▶ [INSTRUCTIONS FOR THE TASK]: Could you reproduce every entry as it stands, leaving the pictures behind?

Records excerpted from a collection

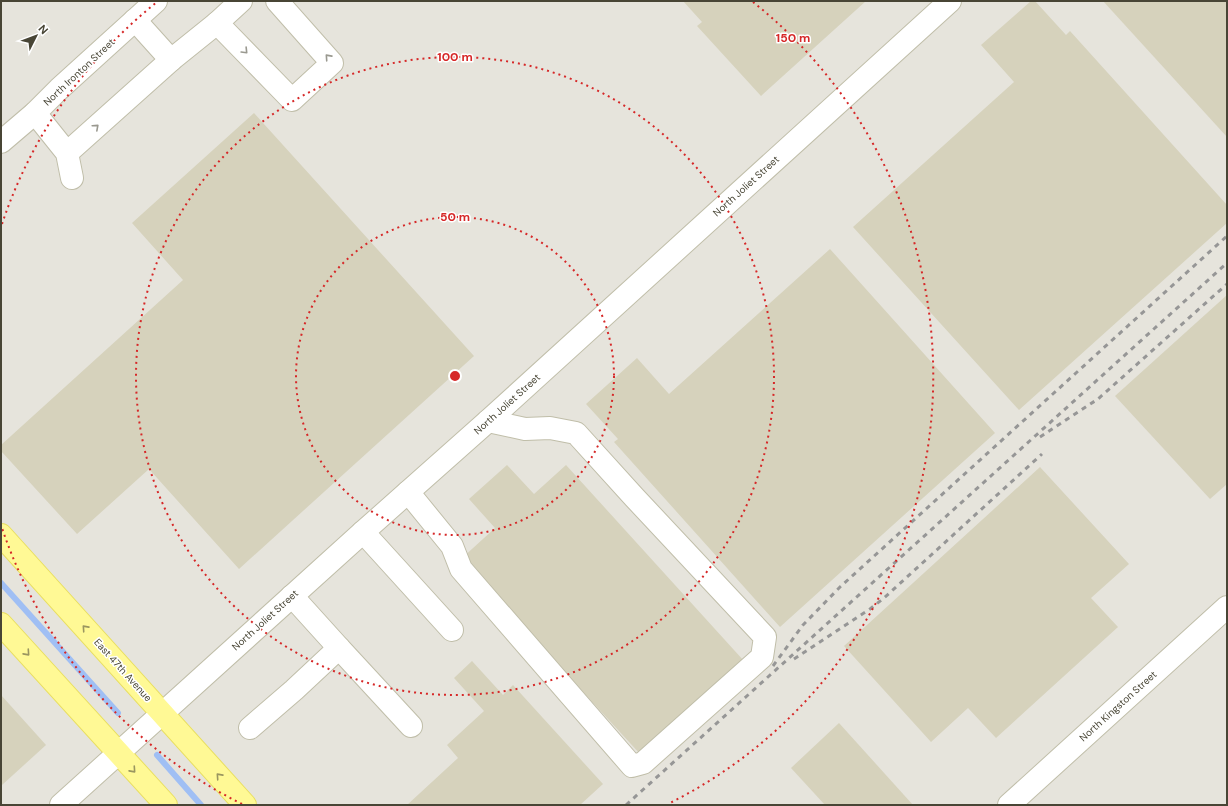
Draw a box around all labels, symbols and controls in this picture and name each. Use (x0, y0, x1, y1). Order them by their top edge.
north arrow (16, 16, 56, 56)
text: N (36, 22, 51, 37)
text: 150 m (776, 30, 810, 46)
street label: North Ironton Street (41, 36, 117, 108)
one-way arrow (240, 46, 247, 54)
text: 100 m (437, 49, 473, 65)
one-way arrow (325, 55, 332, 62)
one-way arrow (92, 124, 99, 131)
street label: North Joliet Street (710, 153, 782, 219)
text: 50 m (440, 209, 470, 225)
centre of rings (448, 369, 462, 383)
street label: North Joliet Street (471, 371, 543, 437)
street label: North Joliet Street (229, 587, 301, 653)
one-way arrow (82, 625, 90, 633)
street label: East 47th Avenue (91, 636, 155, 704)
one-way arrow (22, 648, 29, 655)
street label: North Kingston Street (1077, 668, 1159, 744)
one-way arrow (129, 765, 136, 772)
one-way arrow (216, 773, 224, 781)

▶ [SOLUTION FOR THIS EXERCISE]:
Draw a box around all labels, symbols and controls in this picture and name each. Use (x0, y0, x1, y1). Order them by their top edge.
north arrow (16, 16, 56, 56)
text: N (36, 22, 51, 37)
text: 150 m (776, 30, 810, 46)
street label: North Ironton Street (41, 36, 117, 108)
one-way arrow (240, 46, 247, 54)
text: 100 m (437, 49, 473, 65)
one-way arrow (325, 55, 332, 62)
one-way arrow (92, 124, 99, 131)
street label: North Joliet Street (710, 153, 782, 219)
text: 50 m (440, 209, 470, 225)
centre of rings (448, 369, 462, 383)
street label: North Joliet Street (471, 371, 543, 437)
street label: North Joliet Street (229, 587, 301, 653)
one-way arrow (82, 625, 90, 633)
street label: East 47th Avenue (91, 636, 155, 704)
one-way arrow (22, 648, 29, 655)
street label: North Kingston Street (1077, 668, 1159, 744)
one-way arrow (129, 765, 136, 772)
one-way arrow (216, 773, 224, 781)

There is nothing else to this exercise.